Closing Market Commentary For 07-19-2012
Another sideways market day, low volume and no financial reporting of any importance tomorrow. Just the options expiration which might keep the market numbers up. This something I am not remotely interested in going long. I just wonder when the break is going to happen. The Russell 200 is again lagging by 0.25% while the large caps are so sure what to do either as the green ceiling measures less than 25% too.
You would have thought that this morning would have been a real downer to investors but it didn’t. Which makes me believe the institutional boy’s are very slowly dumping and perhaps hedging building a nest egg that will look profitable towards year end. It kinda makes sense as small sells would become the profitable buys later on and perhaps off-set the ‘big dump’ that is coming. Just a thought in trying to figure out what the heck is holding up this market as it sure isn’t smart investors.
About the best article that reflects my thoughts today is the following by Eric Parnell. Many are holding out for more QE, but what if we do get more QE and the market continues to move downward?
“And as we begin through the heart of the latest earnings season, corporations are still operating at peak profit margins with little scope to maintain, much less sustainably increase, earnings given the global backdrop.
Such are usually the conditions that lead to a sustained stock correction, particularly in a market that has rallied so swiftly from its October 2011 lows. But stock investors today do not fancy such concerns. Instead, they continue to opt for the hope that the stock market will continue higher on the euphoria of more policy support. But a dependency on such hope is careless, for harsh reality must eventually rear its ugly head. And the next several months promise to put such careless hope to the test once again.
Following this latest hope rally, stocks have arrived at a critical battle line in working to continue their move higher. At around 1370 on the S&P 500, stocks have run into the downward sloping trend line dating back to its early April 2012 peak.
What is perhaps more notable is the long trip we have endured in stocks over the last 15 months to simply arrive back where we started.
This longer-term view on the stock market raises an important point.
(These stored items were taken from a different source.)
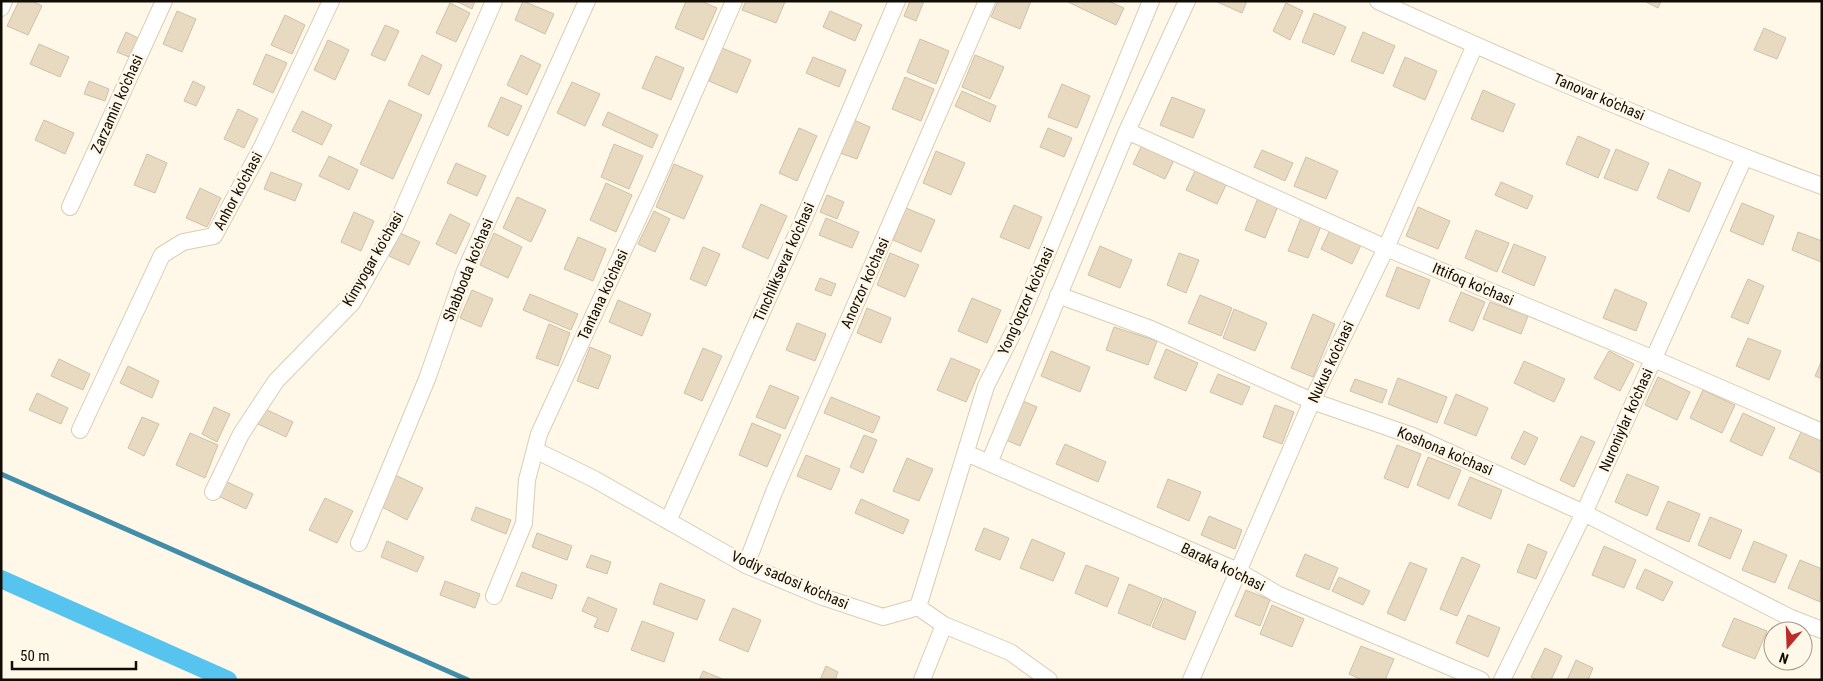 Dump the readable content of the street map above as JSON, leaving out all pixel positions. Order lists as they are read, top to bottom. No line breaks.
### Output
{"streets":{"street":["Tanovar ko'chasi","Zarzamin ko'chasi","Anhor ko'chasi","Kimyogar ko'chasi","Tinchliksevar ko'chasi","Shabboda ko'chasi","Anorzor ko'chasi","Ittifoq ko'chasi","Tantana ko'chasi","Yong'oqzor ko'chasi","Nukus ko'chasi","Nuroniylar ko'chasi","Koshona ko'chasi","Baraka ko'chasi","Vodiy sadosi ko'chasi"]},"crossings":[["Tanovar ko'chasi","Nukus ko'chasi"],["Tanovar ko'chasi","Nuroniylar ko'chasi"],["Tinchliksevar ko'chasi","Vodiy sadosi ko'chasi"],["Anorzor ko'chasi","Vodiy sadosi ko'chasi"],["Ittifoq ko'chasi","Nukus ko'chasi"],["Ittifoq ko'chasi","Nuroniylar ko'chasi"],["Tantana ko'chasi","Vodiy sadosi ko'chasi"],["Yong'oqzor ko'chasi","Baraka ko'chasi"],["Yong'oqzor ko'chasi","Vodiy sadosi ko'chasi"],["Nukus ko'chasi","Koshona ko'chasi"],["Nukus ko'chasi","Baraka ko'chasi"],["Nuroniylar ko'chasi","Koshona ko'chasi"]],"scale_bar":"50 m","north":"bottom"} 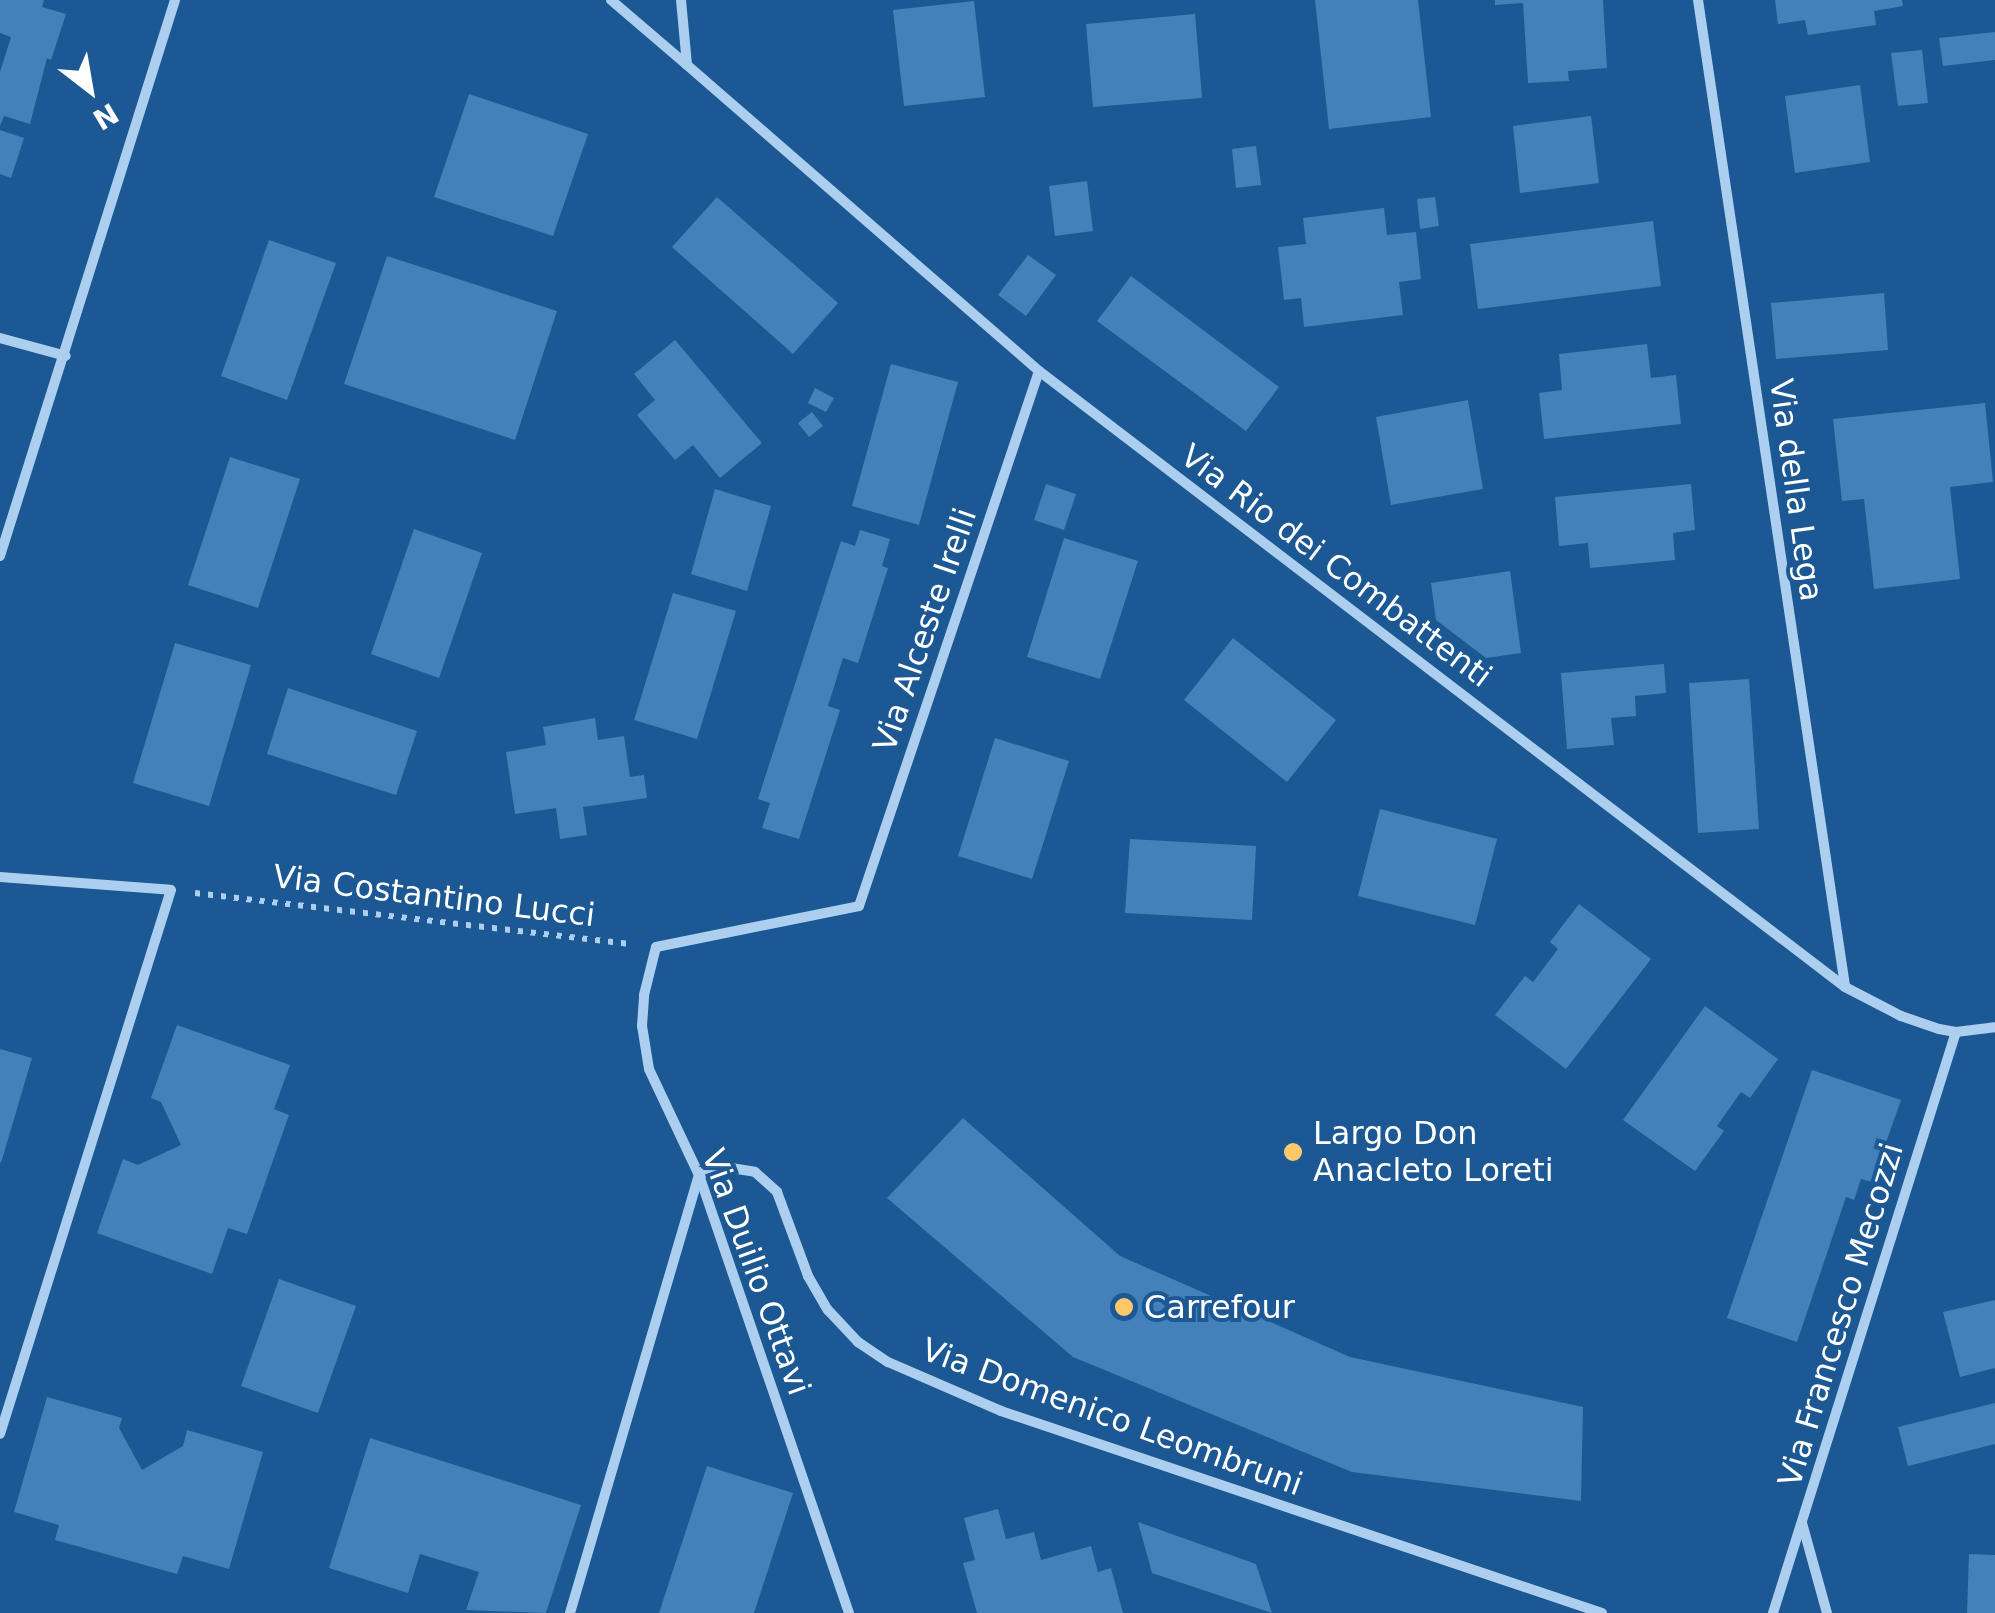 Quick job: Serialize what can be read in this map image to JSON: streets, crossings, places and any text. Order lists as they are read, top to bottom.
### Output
{
  "streets": {
    "street": [
      "Via della Lega",
      "Via Rio dei Combattenti",
      "Via Alceste Irelli",
      "Via Duilio Ottavi",
      "Via Francesco Mecozzi",
      "Via Domenico Leombruni"
    ],
    "path": ["Via Costantino Lucci"]
  },
  "crossings": [
    ["Via della Lega", "Via Rio dei Combattenti"],
    ["Via Rio dei Combattenti", "Via Alceste Irelli"],
    ["Via Rio dei Combattenti", "Via Francesco Mecozzi"],
    ["Via Alceste Irelli", "Via Costantino Lucci"],
    ["Via Alceste Irelli", "Via Duilio Ottavi"],
    ["Via Costantino Lucci", "Via Duilio Ottavi"],
    ["Via Duilio Ottavi", "Via Domenico Leombruni"]
  ],
  "places": ["Largo Don Anacleto Loreti", "Carrefour"],
  "north": "bottom right"
} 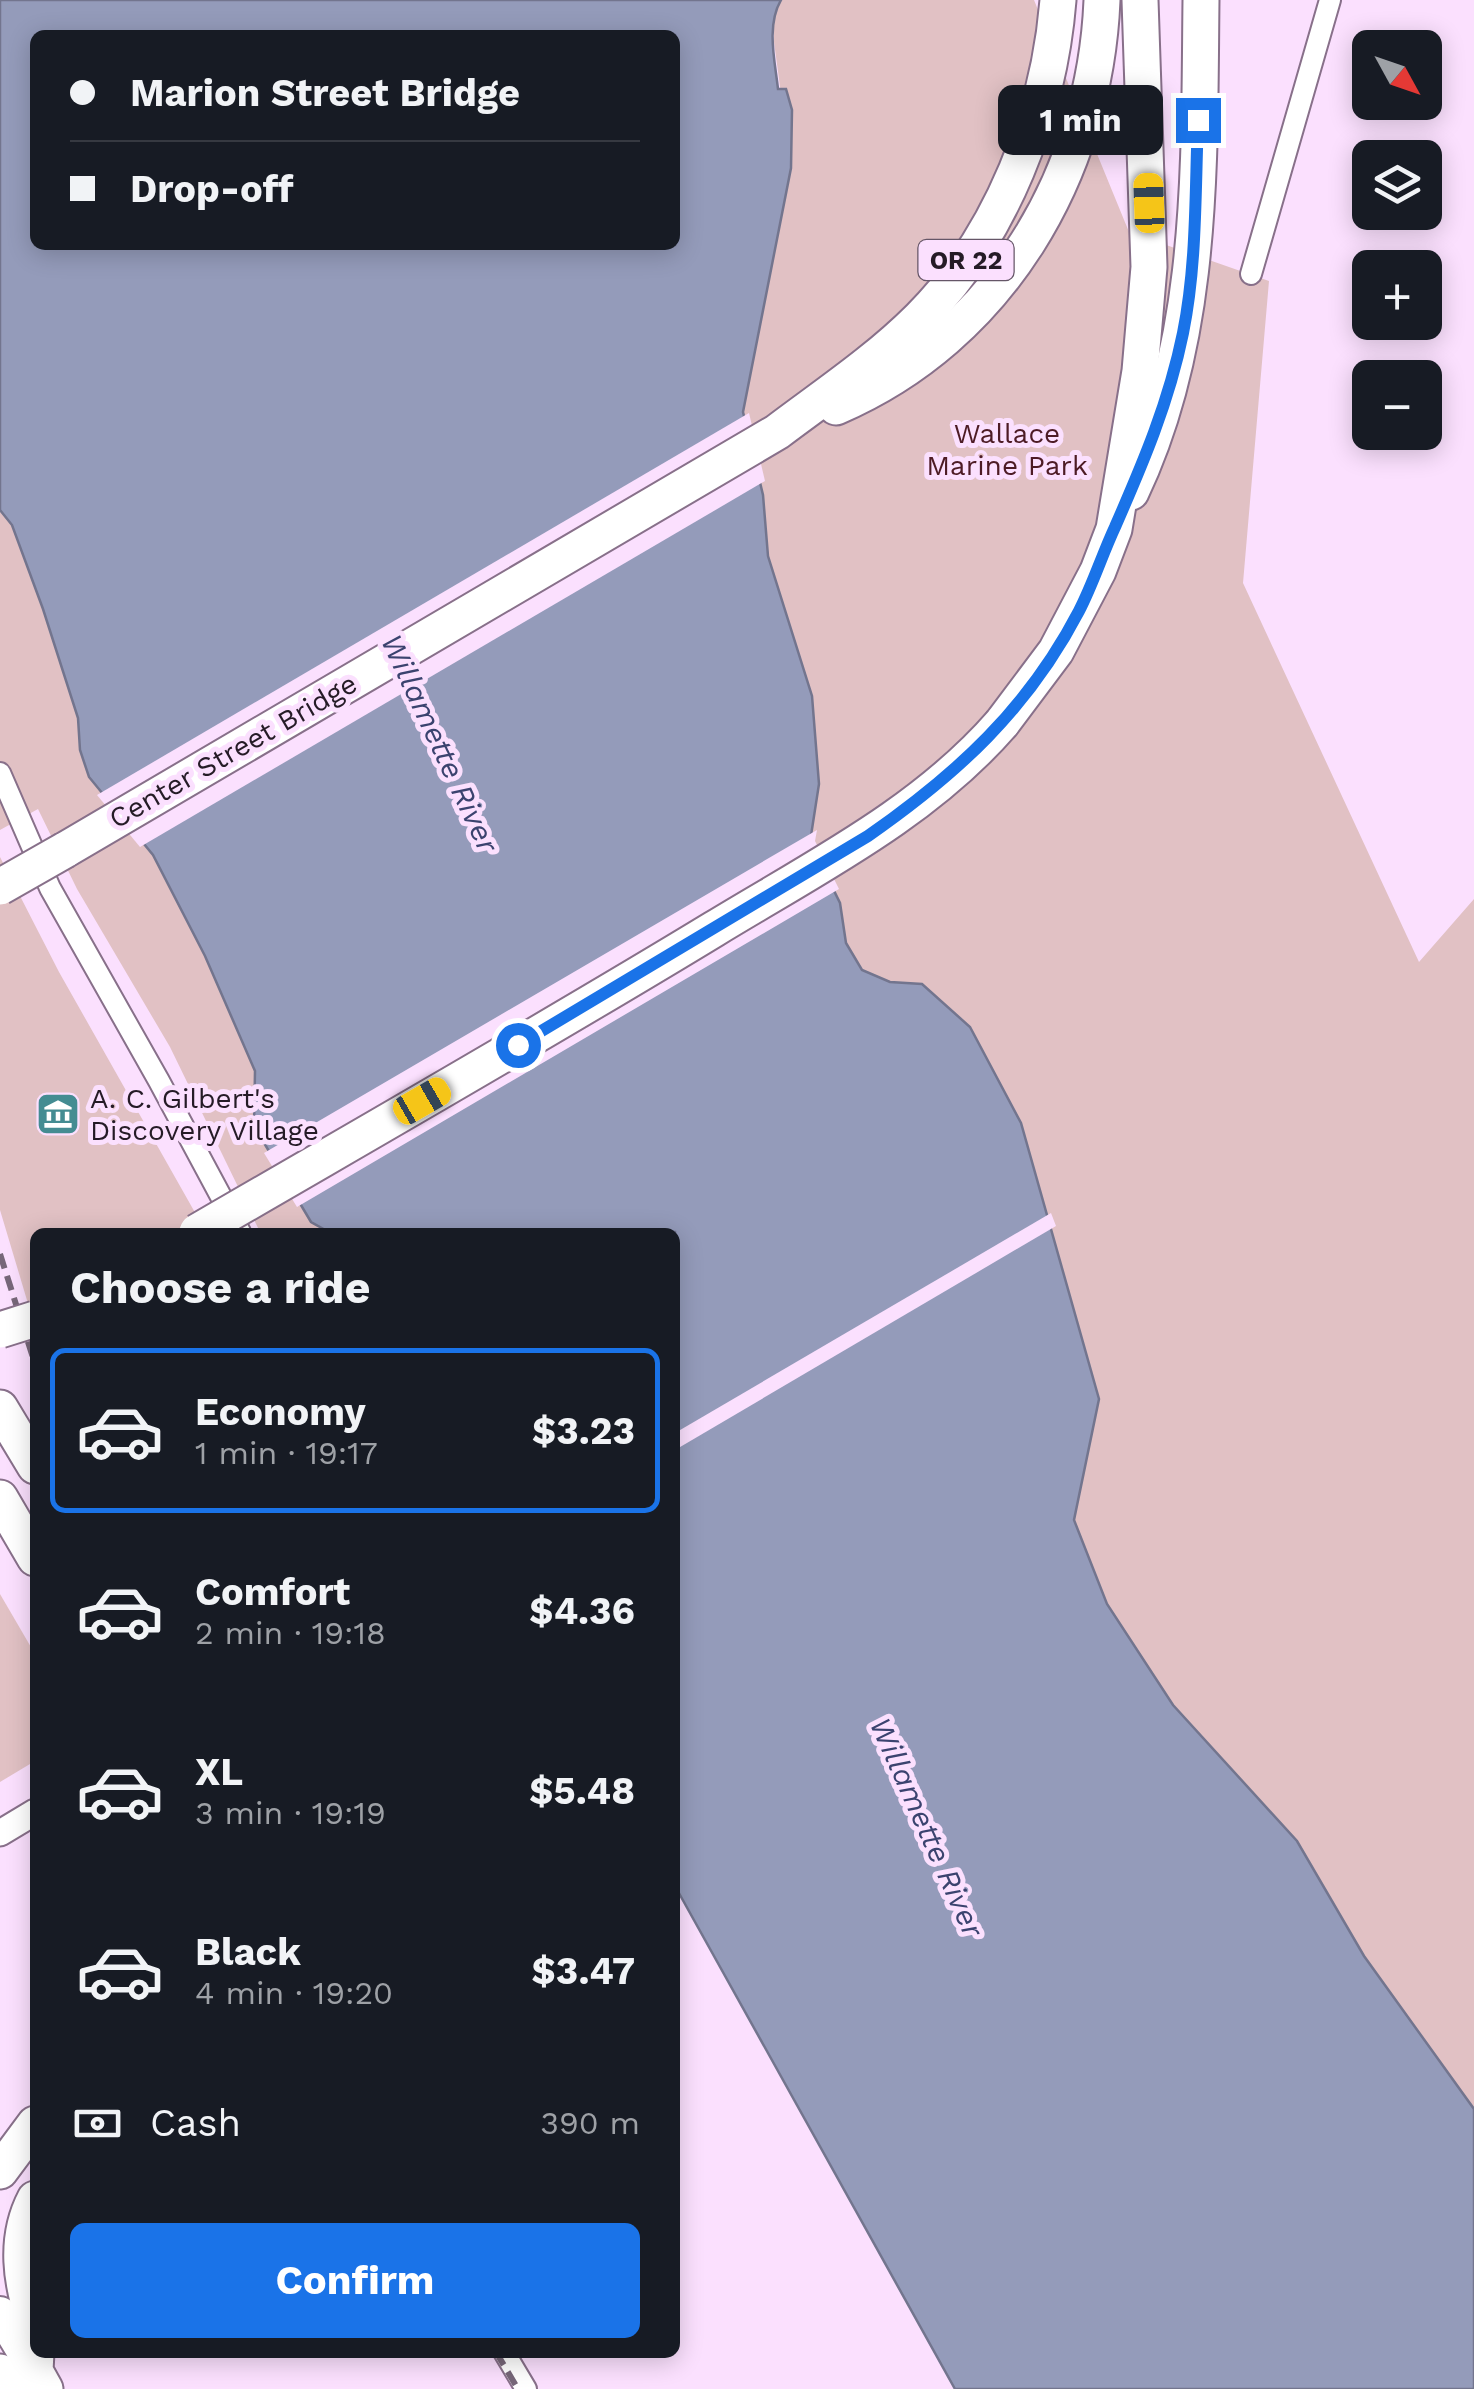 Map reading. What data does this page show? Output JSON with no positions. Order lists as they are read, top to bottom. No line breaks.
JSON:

The notion that monetary policy support will endlessly lift stock prices higher is increasingly falling apart.
What does this mean for investor sentiment going forward? It is understandable that stocks are clinging to the careless hope for more QE. After all, such policy support is pretty much all the market has left. And we can already assume that if the Fed does not deliver QE3 at its July 31-August 1 meeting, the talking heads will immediately start pointing to Jackson Hole as the next stop for the QE hope train, no matter that past QE programs have failed to support a sustained economic recovery. But imbedded in this desperate hope is a critically important question. What happens if the Fed actually delivers more QE to the market, but stocks do not go up? Worse yet, what happens if the Fed launches QE3 and the stock market continues to go down?
The DOW at 4:00 is at 12943 up 34.66 or 0.27%.
The 500 is at 1376 up 3.73 or 0.27%.
The $RUT is at 802.17 down 2.89 or -0.36%. It has to do better than this for the markets to continue upward.
SPY is at 137.80 up 0.45 or 0.31%.
The trend is moderately positive and the current bias is neutral.
WTI oil is at 92.29 trading between 89.80 and 92.90 and the bias is negative.
Gold is at 1581 trading between 1572 and 1591 with a neutral bias.
Dr. Copper is at 3.53 up from 3.47 earlier.
As reported earlier the USD rose from 82.80 to 83.24 settling at 82.99.
The 500 at the close.
The DOW at the close.
Google (GOOG): Q2 EPS of $10.12 beats by $0.08. Revenue of $8.36B (+21% Y/Y) misses by $50M. Shares +3.9%
TSMC (TSM -2.3%) closes lower after missing Q2 estimates. As the world’s biggest chip foundry, TSMC’s performance can shed a light on broader chip demand. The company is guiding for Q3 sales to grow 6%-8% Q/Q, largely in-line with estimates, but also cautions distributor and customer inventors are high, with the former expected to reach 12 days above seasonality by the end of Q3. An inventory correction is expected in Q4, though TSMC is still guiding for above-seasonal performance.
Johnson Controls (JCI -8.2%) shares plunge after the car battery maker missed its FQ3 earnings target. While Europe’s auto production cutbacks have been a concern, JCI also noted prices for spent battery cores surged to all-time highs last quarter. While cutting its FQ4 outlook, JCI doesn’t expect the combination of soft demand and higher input costs to continue into next fiscal year.